» **WORK TO BE COMPLETED**: Your answer must be an exact copy of the lines below, from the first through the one with "fill:#d5d1fa; stroke:#4a1f2b; stroke-width:2", with no pictures.

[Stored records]
______

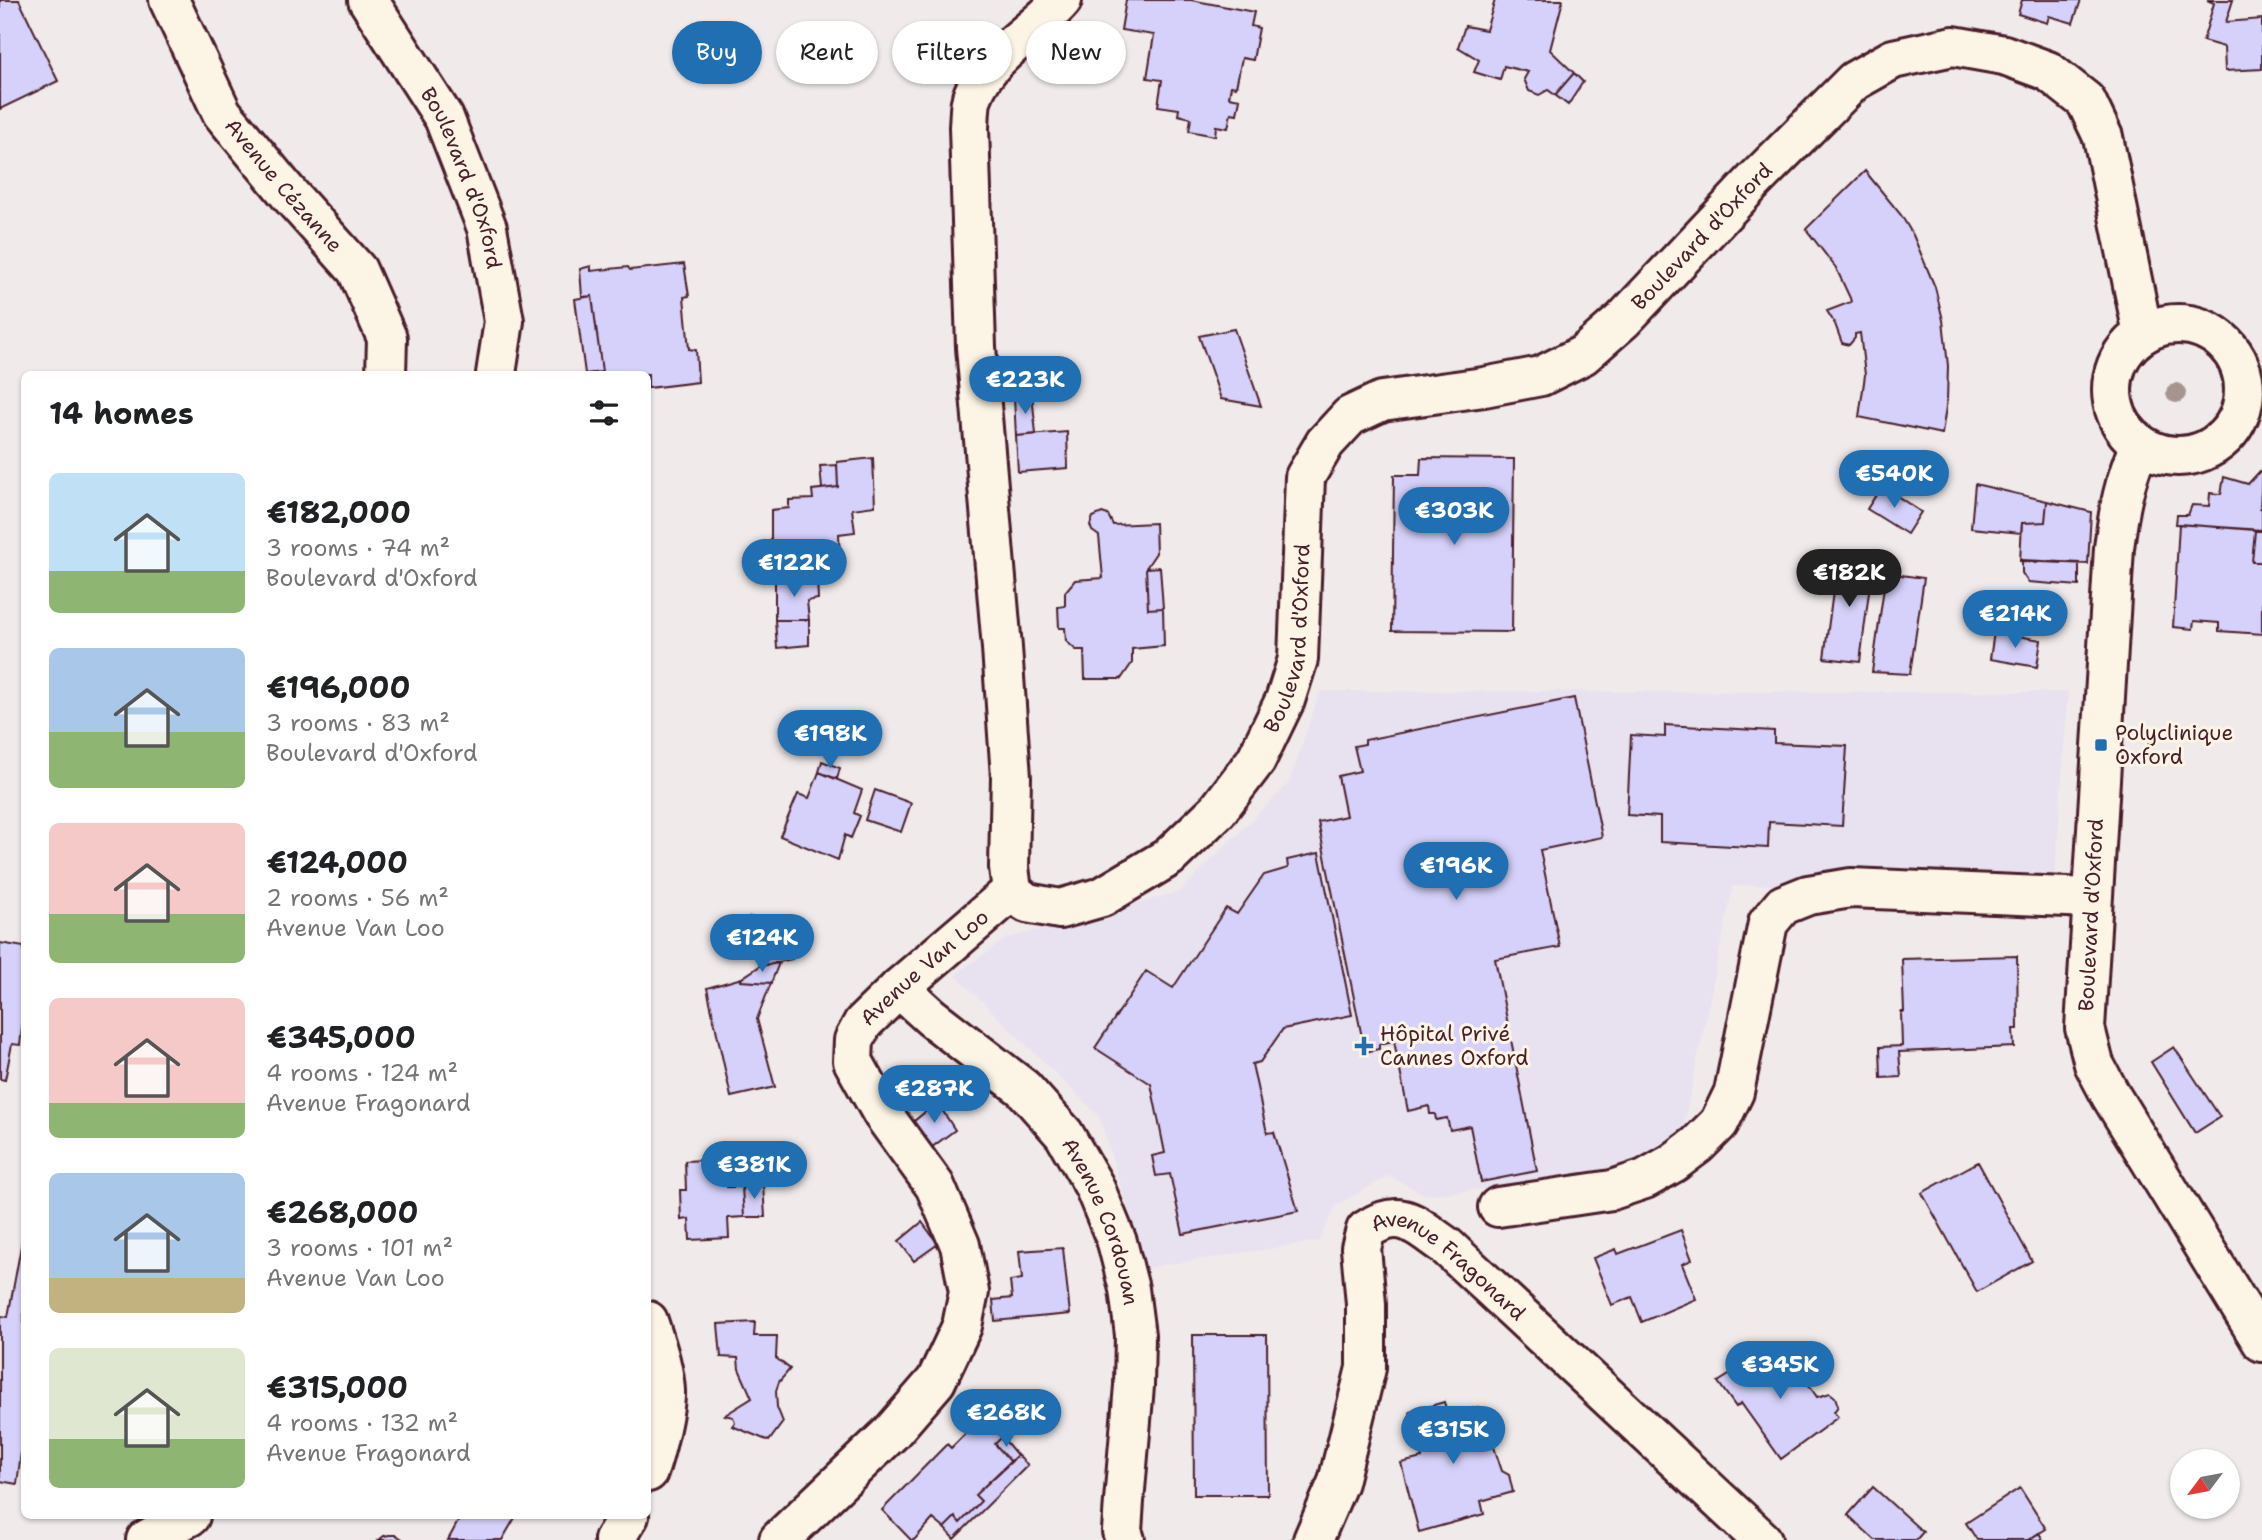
<!DOCTYPE html>
<html lang="en">
<head>
<meta charset="utf-8">
<style>
	body { margin:0; font-family:"Shantell Sans",sans-serif; background:#f6f6f6; color:#202124; height:100vh; display:flex; flex-direction:column; font-size:26px; white-space:nowrap }
	* { box-sizing:border-box; margin:0 }
	p { font-size:23px; color:#757577 }
	.icon { flex:none; width:38px; height:38px; fill:none; stroke:currentColor; stroke-width:2; stroke-linecap:round; stroke-linejoin:round }
	.map { position:relative; flex:1; overflow:hidden }
	.details { position:absolute; left:21px; top:371px; width:630px; height:1148px; display:flex; flex-direction:column; background:#fff; border-radius:10px; box-shadow:0 2px 5px #0004 }
	.details>* { flex:none }
	.top-card { position:absolute; left:672px; top:21px; width:665px; height:63px; display:flex; gap:14px }
	.needle { width:46px; rotate:238deg }
	.buttons { position:absolute; left:2170px; top:1449px; display:grid; gap:14px }
	.buttons a { display:grid; place-items:center; width:70px; height:70px; border-radius:50%; background:#fff; box-shadow:0 2px 5px #0004; font-size:35px }
	.price { position:absolute; translate:-50% -60px; padding:0 16px; border-radius:24px; background:#1f6fb2; color:#fff; font-size:23px; line-height:46px; filter:drop-shadow(0 2px 4px #0008) }
	.price::after { content:''; position:absolute; left:50%; top:42px; width:21px; height:16px; margin-left:-10px; background:inherit; clip-path:polygon(0 0,100% 0,50% 100%) }
	.price.active { background:#222; color:#fff }
	ul { padding:0; list-style:none }
	li { display:flex; align-items:center; gap:21px; height:175px; padding:0 28px }
	li span { display:grid; place-items:center; flex:none; width:196px; height:140px; border-radius:10px; color:#555 }
	li>.icon { margin-inline-start:auto }
	span .icon { width:84px; height:84px; fill:#fffc; stroke-width:1 }
	li b { font-size:30px }
	h2 { display:flex; justify-content:space-between; align-items:center; height:84px; padding:0 28px; font-size:30px }
	.pill { padding:0 24px; border-radius:32px; background:#fff; box-shadow:0 2px 5px #0004; font-size:24px; line-height:63px }
	.pill.active { background:#1f6fb2; color:#fff }
	.map>svg:first-child { display:block }
	.built { fill:#e8e2f0 }
	.building { fill:#d5d1fa; stroke:#4a1f2b; stroke-width:2 }
	.lines { fill:none; stroke-linecap:round; stroke-linejoin:round }
	.minor-casing { stroke:#4a1f2b; stroke-width:44 }
	.minor { stroke:#fcf5e5; stroke-width:38 }
	.tree { fill:#a6948f }
	.poi-dot { fill:#1f6fb2; stroke:#fcf5e5; stroke-width:2.5 }
	.labels { text-anchor:middle; stroke-width:6; stroke-linejoin:round; paint-order:stroke }
	.street-label { font-size:21px; fill:#4a1f2b; stroke:#fcf5e5 }
	.poi-label { font-size:21px; fill:#4a1f2b; stroke:#fcf5e5; text-anchor:start }
</style>
</head>
<body>
<div class="map">
<svg width="2262" height="1540" viewBox="0 0 2262 1540">
	<rect width="100%" height="100%" fill="#f0eaeb"/>
	<filter id="ink" filterUnits="userSpaceOnUse"><feTurbulence type="fractalNoise" baseFrequency=".0143" numOctaves="2"/><feDisplacementMap in="SourceGraphic" scale="14" xChannelSelector="R" yChannelSelector="G"/><feConvolveMatrix kernelMatrix="1 2 1 2 8 2 1 2 1" color-interpolation-filters="sRGB"/></filter>
	<g filter="url(#ink)">
		<!-- built -->
		<path class="built" d="M1320,691L2068,692L2055,877L1733,886L1682,1134L1617,1175L1426,1195L1389,1176L1336,1205L1319,1241L1146,1268L1099,1116L955,975L1007,938L1179,892L1289,783Z"/>
		<!-- building -->
		<path class="building" d="M0,0H19L58,81L0,109Z
			M1126,0H1191L1254,12L1251,26L1259,28L1253,60L1242,58L1236,87L1231,86L1229,97L1240,99L1237,114L1231,113L1228,128L1216,126L1215,136L1189,131L1191,118L1178,115L1179,109L1158,106L1162,80L1147,78L1154,35L1121,30Z
			M1495,0H1563L1550,50L1574,73L1555,95L1548,90L1539,95L1529,91L1524,79L1528,72L1504,66L1500,80L1474,72L1479,60L1458,47L1465,26L1486,30Z
			M2022,0H2081L2073,23L2049,16L2047,23L2018,14Z
			M2207,0H2233L2226,22L2262,19V69L2225,71L2224,47L2203,41L2214,3Z
			M1095,29L1113,47L1082,74L1066,57Z
			M1574,73L1583,82L1568,105L1555,95Z
			M1865,171L1901,215L1913,235L1935,287L1943,320L1948,366L1947,400L1942,434L1859,417L1865,375L1860,333L1855,334V338L1849,345L1842,343L1835,324L1827,311L1851,302L1850,298L1836,268L1806,229Z
			M684,264L689,296L684,297L689,349L696,350L698,382L648,388V374H597L602,372L592,296L582,297L580,269L591,266V271L628,267L630,270Z
			M592,296L602,372L585,374L575,299Z
			M1234,329L1261,406L1221,399L1199,336Z
			M1032,394L1036,434L1016,436L1014,397Z
			M1067,432L1068,468L1018,472L1016,436Z
			M873,458L875,506L852,509L855,532L839,534L840,564L829,563L828,577L775,581L776,562L771,561V510L789,508V500L813,499L812,490L838,487L837,462Z
			M1421,458L1514,459L1512,632L1392,631L1394,475H1420Z
			M837,465L838,487L822,489L820,466Z
			M2260,471L2262,473L2260,508H2262V530L2176,524L2177,515H2188L2192,505L2209,506L2210,493L2221,494L2224,477L2248,484Z
			M1975,484L2047,501L2045,522L2022,523L2021,533L1971,528Z
			M1882,486L1921,512L1907,534L1867,509Z
			M2047,501L2091,512L2088,564L2020,561L2022,523L2045,522Z
			M1102,513L1108,515L1113,525L1155,523L1156,553L1146,568L1148,609L1163,608L1164,646L1132,649V663L1121,679H1085L1084,650H1076L1066,641L1065,628H1059L1058,607L1065,606V592L1075,580L1103,578L1099,536L1092,531L1090,525L1093,517Z
			M2179,524L2255,530L2252,562H2262V634L2219,631V623L2194,621L2193,629L2173,627Z
			M2255,531H2262V562H2252Z
			M1838,555L1873,560L1860,662L1824,658Z
			M2022,560L2079,563V586L2028,582L2022,573Z
			M1160,567L1163,608L1148,609L1146,568Z
			M1886,573L1924,578L1910,674L1872,672Z
			M817,578L818,599L807,601L809,620H775V581Z
			M775,620H809V645L777,648Z
			M1994,632L2041,640L2037,667L1990,659Z
			M1574,698L1602,837L1540,850L1560,947L1495,959L1537,1171L1481,1182L1470,1126L1450,1130L1447,1118L1436,1120L1435,1114H1430L1429,1106L1408,1111L1394,1041L1379,1044V1049L1365,1052L1318,822L1346,816L1338,776L1360,771L1354,746L1365,744V740Z
			M1665,725L1774,731V743L1847,746L1842,826L1769,822L1768,848L1660,842V817L1627,815L1631,735L1665,737Z
			M822,761L840,768L837,779L819,772Z
			M819,772L862,790L854,813L860,816L851,838L845,835L838,860L780,836L798,794L809,798Z
			M875,790L911,803L901,832L865,820Z
			M1319,853L1352,1015L1283,1029L1260,1062L1252,1064L1267,1133L1274,1132L1298,1211L1183,1234L1170,1174L1156,1176L1152,1156L1165,1153L1151,1084L1095,1048L1146,971L1173,988L1226,908L1237,914L1264,875L1288,868L1287,860Z
			M750,917L787,928L792,959L760,966Z
			M0,943L24,947V1012L20,1045L12,1044L5,1080L0,1079Z
			M2017,956L2018,1029H2013L2014,1047L1899,1052L1901,1077L1881,1078L1880,1047L1902,1046L1901,1012H1904L1902,959Z
			M779,963L771,983L741,981L742,978L760,966Z
			M742,978L741,981L771,983L757,1019L775,1087L731,1097L707,988Z
			M2174,1047L2220,1117L2195,1133L2151,1062Z
			M937,1102L955,1130L932,1147L913,1122Z
			M725,1159L727,1187H742L744,1217L728,1218L729,1238L690,1240L689,1219L681,1220L680,1190H686L685,1161Z
			M1978,1162L2032,1261L1977,1292L1922,1193Z
			M763,1184L765,1217H744L742,1187Z
			M922,1222L938,1244L914,1261L899,1241Z
			M24,1230V1431L17,1484L0,1481V1316L8,1317Z
			M1681,1230L1692,1260L1682,1264L1696,1299L1642,1322L1632,1297L1612,1305L1593,1258L1616,1249L1618,1254Z
			M1063,1248L1070,1314L995,1321L993,1300L1012,1298L1010,1281L1022,1279L1019,1251Z
			M755,1322L754,1336H777L776,1358L790,1369L779,1382L776,1391L777,1407L783,1422L769,1441L732,1426L735,1422L733,1417L725,1415L752,1398L739,1369L738,1358L721,1357L718,1324Z
			M1193,1335H1267L1268,1495H1194Z
			M1787,1346L1801,1367L1798,1369L1817,1397L1830,1393L1835,1397L1838,1406L1834,1412L1838,1417L1781,1459L1741,1403L1736,1407L1718,1382L1756,1358L1760,1364Z
			M1444,1402L1448,1415L1478,1407L1480,1416L1491,1413L1498,1437L1493,1444L1502,1471L1509,1475L1513,1492L1481,1501L1484,1514L1419,1532L1401,1463L1422,1458L1410,1412Z
			M982,1417L1002,1437L995,1444L1011,1462L975,1495L981,1501L960,1523L955,1517L944,1528L933,1519L914,1540H911L882,1510L947,1444L951,1448Z
			M1002,1437L1017,1455L1011,1462L995,1444Z
			M1017,1455L1028,1465L954,1539L944,1528L955,1517L960,1523L981,1501L975,1495Z
			M1873,1487L1923,1532L1916,1540H1875L1848,1515Z
			M2020,1488L2046,1529L2028,1540H1977L1966,1523Z
			M461,1516H516L502,1540H448Z
			M2039,1533L2043,1540H2028Z
			M389,1535H396L404,1540H379L384,1536Z"/>
		<g class="lines">
			<defs>
				<g id="minor">
					<path id="s1" d="M169,0L222,113L288,193L357,270L387,338L386,374"/>
					<path id="s2" d="M368,0L444,118L487,228L504,321L496,374"/>
					<path id="s3" d="M1062,0C1035,32 989,54 973,95C969,104 970,117 969,127L976,347L1002,648L1011,777L1009,867L1012,891L1027,903L1060,909L1102,897L1169,857L1218,810L1256,760L1285,700L1298,659L1305,477L1325,443L1350,416L1382,401L1484,387L1541,376L1583,355L1623,320L1755,180L1854,81L1893,59L1953,46L2004,55L2048,71L2086,101L2103,137L2143,334"/>
					<circle cx="2178" cy="390" r="66"/>
					<path d="M2140,444C2124,482 2119,508 2114,548L2085,1028L2094,1064L2111,1096L2262,1342"/>
					<path id="s4" d="M899,988L931,1017L1023,1088L1064,1134L1094,1186L1117,1242L1129,1289L1135,1335L1134,1386L1124,1501L1122,1531L1125,1540"/>
					<path d="M1498,1207L1612,1190L1645,1179L1673,1163L1697,1145L1719,1123L1734,1092L1768,923L1783,905L1808,895L1851,888L2092,898"/>
					<path d="M648,1321C655,1343 664,1367 665,1391C666,1408 654,1456 648,1472"/>
					<path d="M146,1540L190,1516"/>
					<path d="M614,1540L629,1516"/>
					<path id="s5" d="M779,1540L891,1433L936,1381L962,1326L969,1292L960,1245L935,1186L882,1113L853,1061L854,1040L863,1023L899,988L1012,891"/>
					<path id="s6" d="M1313,1540L1338,1482L1366,1368V1304L1361,1248L1366,1230C1402,1206 1416,1226 1446,1246L1762,1540"/>
				</g>
			</defs>
			<!-- minor casing -->
			<use href="#minor" class="minor-casing"/>
			<!-- minor -->
			<use href="#minor" class="minor"/>
		</g>
		<!-- trees -->
		<circle class="tree" cx="2176" cy="393" r="10"/>
	</g>
	<!-- markers -->
	<g class="poi-dot">
		<rect x="2094" y="738" width="14" height="14" rx="3.5"/>
		<path d="M1360.5 1035.5h7v7h7v7h-7v7h-7v-7h-7v-7h7z"/>
	</g>
	<g class="labels">
		<!-- street labels -->
		<g class="street-label">
			<text dy="7" stroke="none"><textPath href="#s2" startOffset="203">Boulevard d'Oxford</textPath></text>
			<text dy="7" stroke="none"><textPath href="#s1" startOffset="220">Avenue Cézanne</textPath></text>
			<text dy="7" stroke="none"><textPath href="#s3" startOffset="2014">Boulevard d'Oxford</textPath></text>
			<text dy="7" stroke="none"><textPath href="#s3" startOffset="1363">Boulevard d'Oxford</textPath></text>
			<text transform="translate(2091 915) rotate(-87)" y="7">Boulevard d'Oxford</text>
			<text dy="7" stroke="none"><textPath href="#s5" startOffset="704">Avenue Van Loo</textPath></text>
			<text dy="7" stroke="none"><textPath href="#s4" startOffset="317">Avenue Cordouan</textPath></text>
			<text dy="7" stroke="none"><textPath href="#s6" startOffset="420">Avenue Fragonard</textPath></text>
		</g>
		<!-- poi labels -->
		<g class="poi-label">
			<text x="2115" y="740">Polyclinique<tspan x="2115" dy="24">Oxford</tspan></text>
			<text x="1380" y="1041">Hôpital Privé<tspan x="1380" dy="24">Cannes Oxford</tspan></text>
		</g>
	</g>
</svg>
<div class="buttons">
<a><svg class="needle" viewBox="-14 -14 28 28"><path d="M0-13l5 13h-10z" fill="#e53935"/><path d="M0 13l5-13h-10z" fill="#757577"/></svg></a>
</div>
<b class="price" style="left:1025px;top:416px">€223K</b>
<b class="price" style="left:1894px;top:510px">€540K</b>
<b class="price" style="left:1454px;top:547px">€303K</b>
<b class="price" style="left:794px;top:599px">€122K</b>
<b class="price active" style="left:1849px;top:609px">€182K</b>
<b class="price" style="left:2015px;top:650px">€214K</b>
<b class="price" style="left:830px;top:770px">€198K</b>
<b class="price" style="left:1456px;top:902px">€196K</b>
<b class="price" style="left:762px;top:974px">€124K</b>
<b class="price" style="left:934px;top:1125px">€287K</b>
<b class="price" style="left:754px;top:1201px">€381K</b>
<b class="price" style="left:1780px;top:1401px">€345K</b>
<b class="price" style="left:1006px;top:1449px">€268K</b>
<b class="price" style="left:1453px;top:1466px">€315K</b>
<div class="top-card">
<a class="pill active">Buy</a>
<a class="pill">Rent</a>
<a class="pill">Filters</a>
<a class="pill">New</a>
</div>
<section class="details">
<h2>14 homes<svg class="icon" aria-label="filters" viewBox="0 0 24 24"><path d="M4 7h16M4 17h16"/><circle cx="9" cy="7" r="2"/><circle cx="15" cy="17" r="2"/></svg></h2>
<ul>
<li><span style="background:linear-gradient(#bfe0f5 70%,#8fb573 0)"><svg class="icon" aria-label="home" viewBox="0 0 24 24"><path d="M3 11l9-7 9 7M6 9v11h12V9"/></svg></span><div><b>€182,000</b><p>3 rooms · 74 m²</p><p>Boulevard d'Oxford</p></div></li>
<li><span style="background:linear-gradient(#a9c7e8 60%,#8fb573 0)"><svg class="icon" aria-label="home" viewBox="0 0 24 24"><path d="M3 11l9-7 9 7M6 9v11h12V9"/></svg></span><div><b>€196,000</b><p>3 rooms · 83 m²</p><p>Boulevard d'Oxford</p></div></li>
<li><span style="background:linear-gradient(#f6c9c9 65%,#8fb573 0)"><svg class="icon" aria-label="home" viewBox="0 0 24 24"><path d="M3 11l9-7 9 7M6 9v11h12V9"/></svg></span><div><b>€124,000</b><p>2 rooms · 56 m²</p><p>Avenue Van Loo</p></div></li>
<li><span style="background:linear-gradient(#f6c9c9 75%,#8fb573 0)"><svg class="icon" aria-label="home" viewBox="0 0 24 24"><path d="M3 11l9-7 9 7M6 9v11h12V9"/></svg></span><div><b>€345,000</b><p>4 rooms · 124 m²</p><p>Avenue Fragonard</p></div></li>
<li><span style="background:linear-gradient(#a9c7e8 75%,#c2b280 0)"><svg class="icon" aria-label="home" viewBox="0 0 24 24"><path d="M3 11l9-7 9 7M6 9v11h12V9"/></svg></span><div><b>€268,000</b><p>3 rooms · 101 m²</p><p>Avenue Van Loo</p></div></li>
<li><span style="background:linear-gradient(#dfe7d0 65%,#8fb573 0)"><svg class="icon" aria-label="home" viewBox="0 0 24 24"><path d="M3 11l9-7 9 7M6 9v11h12V9"/></svg></span><div><b>€315,000</b><p>4 rooms · 132 m²</p><p>Avenue Fragonard</p></div></li>
</ul>
</section>
</div>
</body>
</html>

______

» **SOLUTION FOR THIS PROBLEM**:
<!DOCTYPE html>
<html lang="en">
<head>
<meta charset="utf-8">
<style>
	body { margin:0; font-family:"Shantell Sans",sans-serif; background:#f6f6f6; color:#202124; height:100vh; display:flex; flex-direction:column; font-size:26px; white-space:nowrap }
	* { box-sizing:border-box; margin:0 }
	p { font-size:23px; color:#757577 }
	.icon { flex:none; width:38px; height:38px; fill:none; stroke:currentColor; stroke-width:2; stroke-linecap:round; stroke-linejoin:round }
	.map { position:relative; flex:1; overflow:hidden }
	.details { position:absolute; left:21px; top:371px; width:630px; height:1148px; display:flex; flex-direction:column; background:#fff; border-radius:10px; box-shadow:0 2px 5px #0004 }
	.details>* { flex:none }
	.top-card { position:absolute; left:672px; top:21px; width:665px; height:63px; display:flex; gap:14px }
	.needle { width:46px; rotate:238deg }
	.buttons { position:absolute; left:2170px; top:1449px; display:grid; gap:14px }
	.buttons a { display:grid; place-items:center; width:70px; height:70px; border-radius:50%; background:#fff; box-shadow:0 2px 5px #0004; font-size:35px }
	.price { position:absolute; translate:-50% -60px; padding:0 16px; border-radius:24px; background:#1f6fb2; color:#fff; font-size:23px; line-height:46px; filter:drop-shadow(0 2px 4px #0008) }
	.price::after { content:''; position:absolute; left:50%; top:42px; width:21px; height:16px; margin-left:-10px; background:inherit; clip-path:polygon(0 0,100% 0,50% 100%) }
	.price.active { background:#222; color:#fff }
	ul { padding:0; list-style:none }
	li { display:flex; align-items:center; gap:21px; height:175px; padding:0 28px }
	li span { display:grid; place-items:center; flex:none; width:196px; height:140px; border-radius:10px; color:#555 }
	li>.icon { margin-inline-start:auto }
	span .icon { width:84px; height:84px; fill:#fffc; stroke-width:1 }
	li b { font-size:30px }
	h2 { display:flex; justify-content:space-between; align-items:center; height:84px; padding:0 28px; font-size:30px }
	.pill { padding:0 24px; border-radius:32px; background:#fff; box-shadow:0 2px 5px #0004; font-size:24px; line-height:63px }
	.pill.active { background:#1f6fb2; color:#fff }
	.map>svg:first-child { display:block }
	.built { fill:#e8e2f0 }
	.building { fill:#d5d1fa; stroke:#4a1f2b; stroke-width:2 }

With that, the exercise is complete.